Чтение онлайн

на главную

Жанры

Современная русская литература - 1950-1990-е годы (Том 2, 1968-1990)
Шрифт:

Либеральную критику (в лице таких авторитетов, как Б. Capнов, Н. Крымова, В. Лакшин) крайне возмутило сниженное и фривольное изображение классиков советской литературы. Действительно, Катаев выбирает сцены и эпизоды, где эти классики выглядят не очень классично. Например, есть сцена, когда королевич и мулат дерутся в редакции журнала "Красная новь", а редактор Воронский сидит в своем кабинете, с грустью обхватив голову руками, и делает вид, что "ничего не замечает, хотя "выясняли отношения" два знаменитых поэта страны". Или птицелов, который прославился романтическими стихами о контрабандистах ("Ах, Черное море, хорошее море!. . "), оказывается, "вопреки легенде ужасно боялся моря и старался не подходить к нему ближе, чем на двадцать

шагов. Я уж не говорю о купании в море: это исключалось".

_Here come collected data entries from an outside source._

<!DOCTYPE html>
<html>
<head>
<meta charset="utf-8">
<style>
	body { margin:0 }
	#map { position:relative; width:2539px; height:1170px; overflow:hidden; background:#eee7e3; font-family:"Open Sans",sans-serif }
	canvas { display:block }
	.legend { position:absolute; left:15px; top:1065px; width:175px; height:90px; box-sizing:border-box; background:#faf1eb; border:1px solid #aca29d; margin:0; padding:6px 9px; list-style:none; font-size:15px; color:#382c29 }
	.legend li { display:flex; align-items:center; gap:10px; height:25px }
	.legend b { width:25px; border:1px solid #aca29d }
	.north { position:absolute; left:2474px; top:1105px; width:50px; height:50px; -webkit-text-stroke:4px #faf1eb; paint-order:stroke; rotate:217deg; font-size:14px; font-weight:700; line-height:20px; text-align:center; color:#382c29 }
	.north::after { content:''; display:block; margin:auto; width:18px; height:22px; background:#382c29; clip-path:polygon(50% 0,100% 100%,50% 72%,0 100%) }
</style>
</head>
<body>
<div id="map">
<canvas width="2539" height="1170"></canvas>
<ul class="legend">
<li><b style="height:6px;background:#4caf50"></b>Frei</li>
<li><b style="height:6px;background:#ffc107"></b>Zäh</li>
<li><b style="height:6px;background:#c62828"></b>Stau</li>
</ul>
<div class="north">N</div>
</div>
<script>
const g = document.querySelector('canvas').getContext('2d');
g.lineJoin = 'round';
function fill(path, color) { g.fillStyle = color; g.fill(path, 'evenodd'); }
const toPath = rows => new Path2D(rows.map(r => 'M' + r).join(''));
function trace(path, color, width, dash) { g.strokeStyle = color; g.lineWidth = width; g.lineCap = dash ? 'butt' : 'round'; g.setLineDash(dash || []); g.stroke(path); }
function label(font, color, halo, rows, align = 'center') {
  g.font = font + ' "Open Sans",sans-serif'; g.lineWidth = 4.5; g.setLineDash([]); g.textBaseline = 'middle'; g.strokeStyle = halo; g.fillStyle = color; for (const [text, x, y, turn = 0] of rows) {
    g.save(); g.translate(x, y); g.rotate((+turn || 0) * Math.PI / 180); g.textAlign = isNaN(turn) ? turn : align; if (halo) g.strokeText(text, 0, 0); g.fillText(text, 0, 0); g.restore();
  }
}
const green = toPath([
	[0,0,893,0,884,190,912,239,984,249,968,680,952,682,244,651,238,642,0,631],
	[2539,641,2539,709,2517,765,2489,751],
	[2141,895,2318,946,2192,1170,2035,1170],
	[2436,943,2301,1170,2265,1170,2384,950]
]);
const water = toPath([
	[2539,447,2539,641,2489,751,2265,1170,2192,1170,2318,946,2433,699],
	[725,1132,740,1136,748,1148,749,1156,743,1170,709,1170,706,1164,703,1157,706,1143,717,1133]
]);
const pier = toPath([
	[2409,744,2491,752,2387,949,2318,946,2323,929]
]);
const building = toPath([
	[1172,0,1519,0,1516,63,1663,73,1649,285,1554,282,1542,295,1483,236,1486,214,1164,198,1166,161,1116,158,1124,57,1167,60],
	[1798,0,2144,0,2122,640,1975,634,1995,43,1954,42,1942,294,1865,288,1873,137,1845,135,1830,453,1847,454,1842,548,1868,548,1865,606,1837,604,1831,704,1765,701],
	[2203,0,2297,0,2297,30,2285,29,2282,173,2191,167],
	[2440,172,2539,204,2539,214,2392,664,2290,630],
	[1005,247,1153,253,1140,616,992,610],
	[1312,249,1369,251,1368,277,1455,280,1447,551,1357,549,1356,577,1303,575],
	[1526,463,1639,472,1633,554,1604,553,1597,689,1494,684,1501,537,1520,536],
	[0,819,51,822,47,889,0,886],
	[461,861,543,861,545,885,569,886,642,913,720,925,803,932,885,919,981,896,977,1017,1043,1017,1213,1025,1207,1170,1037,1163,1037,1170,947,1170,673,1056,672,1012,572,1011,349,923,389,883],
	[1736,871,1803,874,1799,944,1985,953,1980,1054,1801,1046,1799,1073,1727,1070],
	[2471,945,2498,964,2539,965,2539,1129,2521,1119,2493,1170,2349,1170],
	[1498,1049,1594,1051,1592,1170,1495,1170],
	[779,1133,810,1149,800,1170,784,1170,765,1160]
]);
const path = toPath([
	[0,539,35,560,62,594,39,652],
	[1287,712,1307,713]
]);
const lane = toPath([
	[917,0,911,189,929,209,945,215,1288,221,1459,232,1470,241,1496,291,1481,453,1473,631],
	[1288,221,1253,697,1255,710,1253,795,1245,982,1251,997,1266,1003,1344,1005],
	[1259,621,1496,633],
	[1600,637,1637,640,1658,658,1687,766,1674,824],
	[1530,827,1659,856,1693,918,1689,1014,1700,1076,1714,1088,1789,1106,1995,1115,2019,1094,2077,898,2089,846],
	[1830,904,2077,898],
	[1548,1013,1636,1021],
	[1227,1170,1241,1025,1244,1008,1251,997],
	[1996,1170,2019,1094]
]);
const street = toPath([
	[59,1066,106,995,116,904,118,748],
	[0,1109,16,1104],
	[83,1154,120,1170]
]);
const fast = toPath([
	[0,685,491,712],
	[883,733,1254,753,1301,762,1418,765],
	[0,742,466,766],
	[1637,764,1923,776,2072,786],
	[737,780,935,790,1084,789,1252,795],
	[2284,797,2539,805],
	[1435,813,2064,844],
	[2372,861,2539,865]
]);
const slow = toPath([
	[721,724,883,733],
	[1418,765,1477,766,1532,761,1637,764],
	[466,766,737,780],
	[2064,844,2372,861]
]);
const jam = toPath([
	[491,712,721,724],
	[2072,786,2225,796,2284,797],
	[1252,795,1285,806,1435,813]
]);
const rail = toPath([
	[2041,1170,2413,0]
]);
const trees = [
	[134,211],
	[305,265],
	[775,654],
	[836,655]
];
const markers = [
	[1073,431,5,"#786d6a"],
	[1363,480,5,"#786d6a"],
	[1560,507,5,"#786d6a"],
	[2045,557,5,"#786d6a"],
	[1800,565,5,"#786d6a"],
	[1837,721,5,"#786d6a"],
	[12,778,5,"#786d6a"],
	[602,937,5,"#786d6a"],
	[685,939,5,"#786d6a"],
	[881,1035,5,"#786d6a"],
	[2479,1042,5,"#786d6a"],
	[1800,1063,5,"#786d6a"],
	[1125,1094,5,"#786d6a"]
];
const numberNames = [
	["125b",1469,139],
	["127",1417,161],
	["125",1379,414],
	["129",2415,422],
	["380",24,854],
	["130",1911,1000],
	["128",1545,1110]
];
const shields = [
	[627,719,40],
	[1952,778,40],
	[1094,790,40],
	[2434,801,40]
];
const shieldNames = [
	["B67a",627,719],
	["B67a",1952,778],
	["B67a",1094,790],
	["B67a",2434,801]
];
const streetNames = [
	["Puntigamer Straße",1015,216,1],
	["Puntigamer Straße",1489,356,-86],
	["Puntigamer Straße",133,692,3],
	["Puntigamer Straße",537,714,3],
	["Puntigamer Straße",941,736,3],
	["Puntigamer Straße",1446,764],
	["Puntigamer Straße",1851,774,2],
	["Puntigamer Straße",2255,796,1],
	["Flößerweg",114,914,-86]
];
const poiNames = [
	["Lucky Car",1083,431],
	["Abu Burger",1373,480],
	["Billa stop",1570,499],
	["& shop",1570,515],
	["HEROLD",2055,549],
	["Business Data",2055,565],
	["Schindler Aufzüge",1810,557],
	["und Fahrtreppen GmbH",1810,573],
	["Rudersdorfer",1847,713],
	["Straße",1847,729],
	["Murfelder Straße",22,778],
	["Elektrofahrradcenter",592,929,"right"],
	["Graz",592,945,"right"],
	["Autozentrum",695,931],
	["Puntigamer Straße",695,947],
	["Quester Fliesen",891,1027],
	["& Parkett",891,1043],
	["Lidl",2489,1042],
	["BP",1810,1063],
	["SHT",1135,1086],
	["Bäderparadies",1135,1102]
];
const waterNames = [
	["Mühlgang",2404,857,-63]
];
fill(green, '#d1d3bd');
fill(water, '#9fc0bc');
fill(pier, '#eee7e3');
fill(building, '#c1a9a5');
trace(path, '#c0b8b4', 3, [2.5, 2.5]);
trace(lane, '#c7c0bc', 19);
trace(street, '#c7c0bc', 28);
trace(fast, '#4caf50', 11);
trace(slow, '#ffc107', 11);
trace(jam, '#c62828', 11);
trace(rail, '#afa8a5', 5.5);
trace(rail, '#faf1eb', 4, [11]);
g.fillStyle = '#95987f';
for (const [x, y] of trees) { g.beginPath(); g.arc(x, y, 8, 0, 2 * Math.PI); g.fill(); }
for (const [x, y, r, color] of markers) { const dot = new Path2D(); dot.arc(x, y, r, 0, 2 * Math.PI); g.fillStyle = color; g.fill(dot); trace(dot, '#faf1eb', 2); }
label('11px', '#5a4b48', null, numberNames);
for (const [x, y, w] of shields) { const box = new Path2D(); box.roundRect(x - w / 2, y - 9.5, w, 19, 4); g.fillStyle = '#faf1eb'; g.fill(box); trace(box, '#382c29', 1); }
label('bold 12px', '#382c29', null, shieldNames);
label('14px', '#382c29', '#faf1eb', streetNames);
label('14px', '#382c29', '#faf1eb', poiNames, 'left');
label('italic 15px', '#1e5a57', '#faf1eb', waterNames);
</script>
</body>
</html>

Да, здесь до величия очень далеко. Но именно эти бузотеры, хулиганы, пьянчужки, недотепы, оборванцы, именно они творили великую новую реальность, каждый из них обладал способностью создавать силой своего творческого воображения новые миры. Причем они нередко соперничали с самою природою: с помощью воображения они могли оказываться там, где никогда не ступали, и могли провидеть то, чего никогда не видали воочию.

Так, герой Катаева рассказывает о том, как во время путешествия в Италию он оказался у входа в пещеру Диониса ("гротто Дионисо") и вдруг узнал в нем те самые, описанные в юношеском стихотворении своего друга-птицелова "бирюзовые гроты" куда бог Дионис уходил "выжимать золотой виноград":

Но каким образом мог мальчик с Ремесленной улицы, никогда не уезжавший из родного города, проводивший большую часть своего времени на антресолях, где он, изнемогая от приступов астматического кашля, в рубашке и кальсонах, скрестив по-турецки ноги, сидел на засаленной перине и нахохлив лохматую, нечесаную голову, запоем читал Стивенсона, Эдгара По и любимый его рассказ Лескова "Шер-Амур", не говоря уже о Бодлере, Верлене, Рембо, Леконте де Лиле, Эредиа и всех наших символистах, потом акмеистах и футуристах, о которых я тогда еще не имел ни малейшего представления, как он мог с такой точностью вообразить себе грот Диониса?! Что это было: телепатия, ясновидение, или о гроте Диониса ему рассказал какой-нибудь моряк торгового флота, совершавший рейсы Одесса - Сиракузы?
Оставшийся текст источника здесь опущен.